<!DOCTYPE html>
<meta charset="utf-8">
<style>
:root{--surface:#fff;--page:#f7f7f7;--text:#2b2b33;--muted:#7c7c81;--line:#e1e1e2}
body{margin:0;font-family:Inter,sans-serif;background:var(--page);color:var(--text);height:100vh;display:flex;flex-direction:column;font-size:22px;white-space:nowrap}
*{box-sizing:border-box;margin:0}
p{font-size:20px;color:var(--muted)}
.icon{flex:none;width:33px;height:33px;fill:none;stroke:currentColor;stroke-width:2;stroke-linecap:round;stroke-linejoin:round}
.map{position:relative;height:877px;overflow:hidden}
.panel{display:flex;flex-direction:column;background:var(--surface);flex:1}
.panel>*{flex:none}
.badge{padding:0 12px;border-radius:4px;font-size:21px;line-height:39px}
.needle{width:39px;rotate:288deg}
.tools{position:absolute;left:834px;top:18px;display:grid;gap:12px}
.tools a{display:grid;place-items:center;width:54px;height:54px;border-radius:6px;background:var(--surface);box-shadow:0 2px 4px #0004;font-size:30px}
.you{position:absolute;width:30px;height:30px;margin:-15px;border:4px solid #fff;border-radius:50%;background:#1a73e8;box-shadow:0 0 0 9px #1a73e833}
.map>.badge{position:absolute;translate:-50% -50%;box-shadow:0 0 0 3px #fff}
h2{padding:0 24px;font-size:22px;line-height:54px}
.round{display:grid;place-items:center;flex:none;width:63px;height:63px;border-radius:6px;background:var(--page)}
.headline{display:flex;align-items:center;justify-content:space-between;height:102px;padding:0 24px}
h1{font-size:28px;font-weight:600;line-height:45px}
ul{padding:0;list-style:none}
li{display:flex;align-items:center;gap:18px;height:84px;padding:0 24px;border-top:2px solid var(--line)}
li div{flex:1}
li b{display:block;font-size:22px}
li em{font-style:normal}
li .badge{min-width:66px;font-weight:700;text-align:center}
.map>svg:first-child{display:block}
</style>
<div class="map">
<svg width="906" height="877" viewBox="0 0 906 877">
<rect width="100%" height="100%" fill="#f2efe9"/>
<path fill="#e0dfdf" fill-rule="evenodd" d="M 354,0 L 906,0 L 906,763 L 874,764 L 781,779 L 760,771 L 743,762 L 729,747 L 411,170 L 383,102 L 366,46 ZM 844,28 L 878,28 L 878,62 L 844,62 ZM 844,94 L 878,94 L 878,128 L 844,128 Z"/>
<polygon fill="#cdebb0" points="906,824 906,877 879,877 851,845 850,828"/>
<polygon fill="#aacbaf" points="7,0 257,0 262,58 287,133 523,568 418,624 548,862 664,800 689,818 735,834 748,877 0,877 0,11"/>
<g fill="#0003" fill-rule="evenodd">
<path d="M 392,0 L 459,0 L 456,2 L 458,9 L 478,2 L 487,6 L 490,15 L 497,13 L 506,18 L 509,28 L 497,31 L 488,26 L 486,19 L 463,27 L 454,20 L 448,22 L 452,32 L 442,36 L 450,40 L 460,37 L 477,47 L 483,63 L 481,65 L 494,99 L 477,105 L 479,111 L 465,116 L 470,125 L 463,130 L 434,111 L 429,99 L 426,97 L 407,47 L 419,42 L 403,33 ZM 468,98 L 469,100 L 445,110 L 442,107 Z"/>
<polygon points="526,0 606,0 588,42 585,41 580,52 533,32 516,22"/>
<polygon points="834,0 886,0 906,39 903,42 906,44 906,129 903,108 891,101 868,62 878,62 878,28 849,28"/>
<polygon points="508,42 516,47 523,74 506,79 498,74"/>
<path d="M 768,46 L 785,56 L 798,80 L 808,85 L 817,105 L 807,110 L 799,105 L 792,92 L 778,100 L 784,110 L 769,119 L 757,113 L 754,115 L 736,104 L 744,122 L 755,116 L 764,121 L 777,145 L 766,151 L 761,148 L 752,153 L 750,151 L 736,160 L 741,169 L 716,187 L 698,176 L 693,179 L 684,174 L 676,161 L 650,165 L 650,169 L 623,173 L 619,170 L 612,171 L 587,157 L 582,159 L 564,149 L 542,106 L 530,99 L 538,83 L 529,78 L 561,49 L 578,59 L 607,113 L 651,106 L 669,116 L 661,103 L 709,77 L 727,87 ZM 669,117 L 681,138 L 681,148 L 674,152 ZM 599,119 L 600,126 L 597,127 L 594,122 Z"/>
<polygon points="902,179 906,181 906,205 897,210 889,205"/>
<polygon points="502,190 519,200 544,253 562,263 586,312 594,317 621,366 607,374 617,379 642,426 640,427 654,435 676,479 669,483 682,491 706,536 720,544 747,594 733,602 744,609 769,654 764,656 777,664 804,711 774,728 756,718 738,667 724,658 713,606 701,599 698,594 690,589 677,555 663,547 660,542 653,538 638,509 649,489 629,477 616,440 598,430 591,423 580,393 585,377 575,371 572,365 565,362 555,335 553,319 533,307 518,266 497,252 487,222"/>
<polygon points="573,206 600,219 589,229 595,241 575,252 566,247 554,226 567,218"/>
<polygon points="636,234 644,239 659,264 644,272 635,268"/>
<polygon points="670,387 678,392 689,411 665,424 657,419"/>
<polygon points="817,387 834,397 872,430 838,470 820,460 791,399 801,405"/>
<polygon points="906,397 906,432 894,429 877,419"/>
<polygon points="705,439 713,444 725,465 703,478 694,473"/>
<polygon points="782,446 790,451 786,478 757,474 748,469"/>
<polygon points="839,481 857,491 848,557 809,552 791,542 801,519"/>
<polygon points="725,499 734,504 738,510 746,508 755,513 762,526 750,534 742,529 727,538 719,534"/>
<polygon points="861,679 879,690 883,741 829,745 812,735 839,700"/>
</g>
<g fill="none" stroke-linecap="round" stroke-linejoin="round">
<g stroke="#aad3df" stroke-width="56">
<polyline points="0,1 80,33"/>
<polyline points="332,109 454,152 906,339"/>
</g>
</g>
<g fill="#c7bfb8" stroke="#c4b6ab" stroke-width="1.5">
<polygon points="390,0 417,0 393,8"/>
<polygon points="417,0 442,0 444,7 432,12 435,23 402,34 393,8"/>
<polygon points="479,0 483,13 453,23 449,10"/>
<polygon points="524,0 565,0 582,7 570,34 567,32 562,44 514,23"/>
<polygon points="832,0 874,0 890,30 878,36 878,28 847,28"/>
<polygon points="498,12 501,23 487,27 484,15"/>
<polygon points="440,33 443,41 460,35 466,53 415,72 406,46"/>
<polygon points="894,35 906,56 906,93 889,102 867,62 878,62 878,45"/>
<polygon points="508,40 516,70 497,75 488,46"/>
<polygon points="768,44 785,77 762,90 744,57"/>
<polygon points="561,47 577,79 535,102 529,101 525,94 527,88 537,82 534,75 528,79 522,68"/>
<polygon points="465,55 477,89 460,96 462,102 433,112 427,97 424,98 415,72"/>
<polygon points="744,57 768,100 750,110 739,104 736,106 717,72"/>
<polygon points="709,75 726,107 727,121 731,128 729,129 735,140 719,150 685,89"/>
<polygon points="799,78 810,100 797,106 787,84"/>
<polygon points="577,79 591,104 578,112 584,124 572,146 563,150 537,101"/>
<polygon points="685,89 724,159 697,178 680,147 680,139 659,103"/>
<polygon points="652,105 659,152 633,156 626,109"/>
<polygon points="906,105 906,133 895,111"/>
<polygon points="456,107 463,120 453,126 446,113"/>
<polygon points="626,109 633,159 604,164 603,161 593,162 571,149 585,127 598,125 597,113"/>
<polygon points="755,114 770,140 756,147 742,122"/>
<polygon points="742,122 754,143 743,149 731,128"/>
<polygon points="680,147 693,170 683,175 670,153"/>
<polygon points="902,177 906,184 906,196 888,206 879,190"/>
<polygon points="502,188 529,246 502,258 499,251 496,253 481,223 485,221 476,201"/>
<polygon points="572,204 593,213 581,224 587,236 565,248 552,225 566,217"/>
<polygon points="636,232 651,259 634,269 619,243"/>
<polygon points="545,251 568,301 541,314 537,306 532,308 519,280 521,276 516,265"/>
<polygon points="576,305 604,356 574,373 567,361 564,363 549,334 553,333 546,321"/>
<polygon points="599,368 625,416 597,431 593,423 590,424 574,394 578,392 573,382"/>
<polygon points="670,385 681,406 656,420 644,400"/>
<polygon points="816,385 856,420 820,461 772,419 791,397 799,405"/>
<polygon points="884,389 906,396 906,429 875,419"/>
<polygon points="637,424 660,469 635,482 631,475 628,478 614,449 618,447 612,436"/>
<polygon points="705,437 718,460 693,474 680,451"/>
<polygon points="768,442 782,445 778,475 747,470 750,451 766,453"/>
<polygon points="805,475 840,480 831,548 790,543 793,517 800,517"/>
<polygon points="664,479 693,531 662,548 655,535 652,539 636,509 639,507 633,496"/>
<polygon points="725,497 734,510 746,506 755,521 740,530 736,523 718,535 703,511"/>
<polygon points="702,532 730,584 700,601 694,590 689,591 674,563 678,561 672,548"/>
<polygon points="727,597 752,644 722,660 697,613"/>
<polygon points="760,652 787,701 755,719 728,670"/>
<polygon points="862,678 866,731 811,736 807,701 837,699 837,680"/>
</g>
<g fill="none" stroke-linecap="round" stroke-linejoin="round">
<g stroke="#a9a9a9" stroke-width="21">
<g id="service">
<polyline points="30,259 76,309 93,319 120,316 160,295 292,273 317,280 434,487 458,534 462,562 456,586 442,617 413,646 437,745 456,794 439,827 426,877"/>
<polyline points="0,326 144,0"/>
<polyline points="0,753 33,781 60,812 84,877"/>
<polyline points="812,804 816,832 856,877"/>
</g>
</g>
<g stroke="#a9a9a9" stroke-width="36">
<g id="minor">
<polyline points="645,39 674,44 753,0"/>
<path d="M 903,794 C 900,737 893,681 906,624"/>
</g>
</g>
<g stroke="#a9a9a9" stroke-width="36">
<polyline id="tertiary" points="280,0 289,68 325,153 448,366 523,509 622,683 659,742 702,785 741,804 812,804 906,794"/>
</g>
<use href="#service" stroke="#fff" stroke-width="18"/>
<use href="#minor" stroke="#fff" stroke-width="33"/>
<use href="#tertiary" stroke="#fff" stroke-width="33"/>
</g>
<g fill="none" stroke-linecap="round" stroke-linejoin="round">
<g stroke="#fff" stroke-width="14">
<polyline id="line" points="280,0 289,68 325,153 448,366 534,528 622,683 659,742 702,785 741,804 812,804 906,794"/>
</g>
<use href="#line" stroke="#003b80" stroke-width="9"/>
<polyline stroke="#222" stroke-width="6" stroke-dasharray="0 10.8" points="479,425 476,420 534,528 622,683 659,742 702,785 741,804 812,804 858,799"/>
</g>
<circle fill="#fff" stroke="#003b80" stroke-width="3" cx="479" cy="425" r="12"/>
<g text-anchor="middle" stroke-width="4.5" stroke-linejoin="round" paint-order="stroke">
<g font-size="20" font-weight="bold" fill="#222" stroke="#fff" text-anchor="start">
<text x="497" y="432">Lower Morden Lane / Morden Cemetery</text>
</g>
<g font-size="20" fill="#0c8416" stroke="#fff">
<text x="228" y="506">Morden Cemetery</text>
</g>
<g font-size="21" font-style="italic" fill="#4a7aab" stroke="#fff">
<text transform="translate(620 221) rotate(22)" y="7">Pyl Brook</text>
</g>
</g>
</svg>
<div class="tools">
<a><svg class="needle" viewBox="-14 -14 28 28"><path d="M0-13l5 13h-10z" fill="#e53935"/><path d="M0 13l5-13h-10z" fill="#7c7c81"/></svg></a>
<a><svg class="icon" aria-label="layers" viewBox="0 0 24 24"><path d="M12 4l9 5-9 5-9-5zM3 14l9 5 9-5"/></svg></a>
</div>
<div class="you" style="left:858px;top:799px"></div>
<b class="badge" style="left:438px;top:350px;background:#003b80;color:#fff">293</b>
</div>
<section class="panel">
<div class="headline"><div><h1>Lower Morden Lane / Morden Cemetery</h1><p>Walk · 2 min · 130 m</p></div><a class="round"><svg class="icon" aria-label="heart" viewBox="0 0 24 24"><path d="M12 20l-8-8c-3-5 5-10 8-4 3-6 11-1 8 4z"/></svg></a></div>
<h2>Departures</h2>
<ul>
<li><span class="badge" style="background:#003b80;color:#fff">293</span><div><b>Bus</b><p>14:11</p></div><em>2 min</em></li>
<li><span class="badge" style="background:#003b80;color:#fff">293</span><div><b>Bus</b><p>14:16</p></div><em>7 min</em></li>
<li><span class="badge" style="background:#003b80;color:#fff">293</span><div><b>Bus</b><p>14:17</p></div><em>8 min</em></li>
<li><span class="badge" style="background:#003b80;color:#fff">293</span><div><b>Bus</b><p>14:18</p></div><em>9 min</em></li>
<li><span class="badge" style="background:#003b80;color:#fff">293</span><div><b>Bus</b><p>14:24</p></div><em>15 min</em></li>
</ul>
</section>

──────

* [What to work on]: Reproduce every line from the preceding data in which the word "viewBox" can be found.

* [Finished task]:
<svg width="906" height="877" viewBox="0 0 906 877">
<a><svg class="needle" viewBox="-14 -14 28 28"><path d="M0-13l5 13h-10z" fill="#e53935"/><path d="M0 13l5-13h-10z" fill="#7c7c81"/></svg></a>
<a><svg class="icon" aria-label="layers" viewBox="0 0 24 24"><path d="M12 4l9 5-9 5-9-5zM3 14l9 5 9-5"/></svg></a>
<div class="headline"><div><h1>Lower Morden Lane / Morden Cemetery</h1><p>Walk · 2 min · 130 m</p></div><a class="round"><svg class="icon" aria-label="heart" viewBox="0 0 24 24"><path d="M12 20l-8-8c-3-5 5-10 8-4 3-6 11-1 8 4z"/></svg></a></div>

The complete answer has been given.